Networks

The RELISON library allows the creation, reading, writing and manipulation of networks. Mathematically, a network is modelled as a graph, \(G = \langle \mathcal{U}, E \rangle\), where \(\mathcal{U}\) is the set of users in the network, and \(E \in \mathcal{U}^2\) is the set of links in the network. For each user \(u \in \mathcal{U}\), we define his neighborhood, \(\Gamma(u)\) as the set of people in the network sharing a link with him.
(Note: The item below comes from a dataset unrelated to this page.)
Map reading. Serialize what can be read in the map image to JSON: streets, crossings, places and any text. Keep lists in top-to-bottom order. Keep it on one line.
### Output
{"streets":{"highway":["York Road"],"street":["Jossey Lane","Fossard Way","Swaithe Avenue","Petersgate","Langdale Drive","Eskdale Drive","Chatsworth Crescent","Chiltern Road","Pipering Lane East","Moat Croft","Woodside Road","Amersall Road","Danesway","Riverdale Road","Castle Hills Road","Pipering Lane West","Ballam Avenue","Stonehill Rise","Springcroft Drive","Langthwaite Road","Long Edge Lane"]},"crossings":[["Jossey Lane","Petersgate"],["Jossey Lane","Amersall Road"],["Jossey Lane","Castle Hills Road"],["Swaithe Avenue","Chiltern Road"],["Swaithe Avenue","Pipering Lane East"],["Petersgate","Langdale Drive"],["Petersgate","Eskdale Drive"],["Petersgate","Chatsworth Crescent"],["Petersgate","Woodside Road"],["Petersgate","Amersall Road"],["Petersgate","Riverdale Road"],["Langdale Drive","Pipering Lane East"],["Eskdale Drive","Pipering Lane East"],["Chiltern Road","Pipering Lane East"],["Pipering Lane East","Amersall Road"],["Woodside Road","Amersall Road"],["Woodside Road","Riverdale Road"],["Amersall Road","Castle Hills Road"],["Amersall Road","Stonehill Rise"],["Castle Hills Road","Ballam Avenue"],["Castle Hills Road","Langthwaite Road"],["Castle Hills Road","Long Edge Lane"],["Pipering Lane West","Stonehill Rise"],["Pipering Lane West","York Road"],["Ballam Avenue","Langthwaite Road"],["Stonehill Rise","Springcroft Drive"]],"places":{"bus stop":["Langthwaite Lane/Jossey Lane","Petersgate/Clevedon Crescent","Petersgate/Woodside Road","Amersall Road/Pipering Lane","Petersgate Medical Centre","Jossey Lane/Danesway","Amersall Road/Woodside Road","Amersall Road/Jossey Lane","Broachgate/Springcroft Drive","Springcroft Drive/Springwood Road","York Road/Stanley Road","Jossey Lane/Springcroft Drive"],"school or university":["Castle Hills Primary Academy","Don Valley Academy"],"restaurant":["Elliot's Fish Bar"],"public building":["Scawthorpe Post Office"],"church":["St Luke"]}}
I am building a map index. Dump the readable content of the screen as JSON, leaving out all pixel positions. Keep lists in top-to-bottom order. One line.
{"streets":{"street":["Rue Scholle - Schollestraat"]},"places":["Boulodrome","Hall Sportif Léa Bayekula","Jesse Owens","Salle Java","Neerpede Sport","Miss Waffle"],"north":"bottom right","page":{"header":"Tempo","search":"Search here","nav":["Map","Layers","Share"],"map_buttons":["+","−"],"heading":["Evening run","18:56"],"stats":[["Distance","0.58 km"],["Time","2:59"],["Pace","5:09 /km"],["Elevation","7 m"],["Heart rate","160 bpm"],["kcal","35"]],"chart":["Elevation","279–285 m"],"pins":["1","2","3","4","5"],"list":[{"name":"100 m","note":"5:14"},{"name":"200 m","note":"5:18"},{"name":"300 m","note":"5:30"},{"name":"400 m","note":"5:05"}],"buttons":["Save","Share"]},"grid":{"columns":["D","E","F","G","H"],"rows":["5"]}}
In order to use the basic graph structures, the following package must be included in the pom.xml file in your Maven project.

<dependency>
  <groupId>es.uam.eps.ir</groupId>
  <artifactId>RELISON-core</artifactId>
  <version>1.0.0</version>
</dependency>

Properties of a graph

The RELISON library allows different types of network, depending on its properties. We have to select three options:

Number of edges between users

The first option to consider in a network is the number of edges we allow between the same pair of users. If we consider many of them, we are talking about multigraphs, whereas, if we just consider one, we are using a simple graph.

Direction of the edges

The second consideration defines whether all the edges are reciprocal or not. If they are, there is no difference between the (u,v) and (v,u), and we are talking about an undirected network. This is the case of the Facebook friendship network, where a link has to be accepted by both users before it is created. In case the direction of the edges matters, we are talking about a directed network, as the Twitter follows network.

Direction of the edges

The third and final consideration is referred to the properties of the edges. Sometimes, it is possible to define a function \(w\), which assigns a weight to each of the edges in the network. This weight might define very different properties: the frequency of interaction between the users, the cost of travelling from one node to another, etc. If the network considers these weights, we consider it a weighted network, while an unweighed network just takes binary weights (weight equal to 1 if the edge exists, 0 otherwise).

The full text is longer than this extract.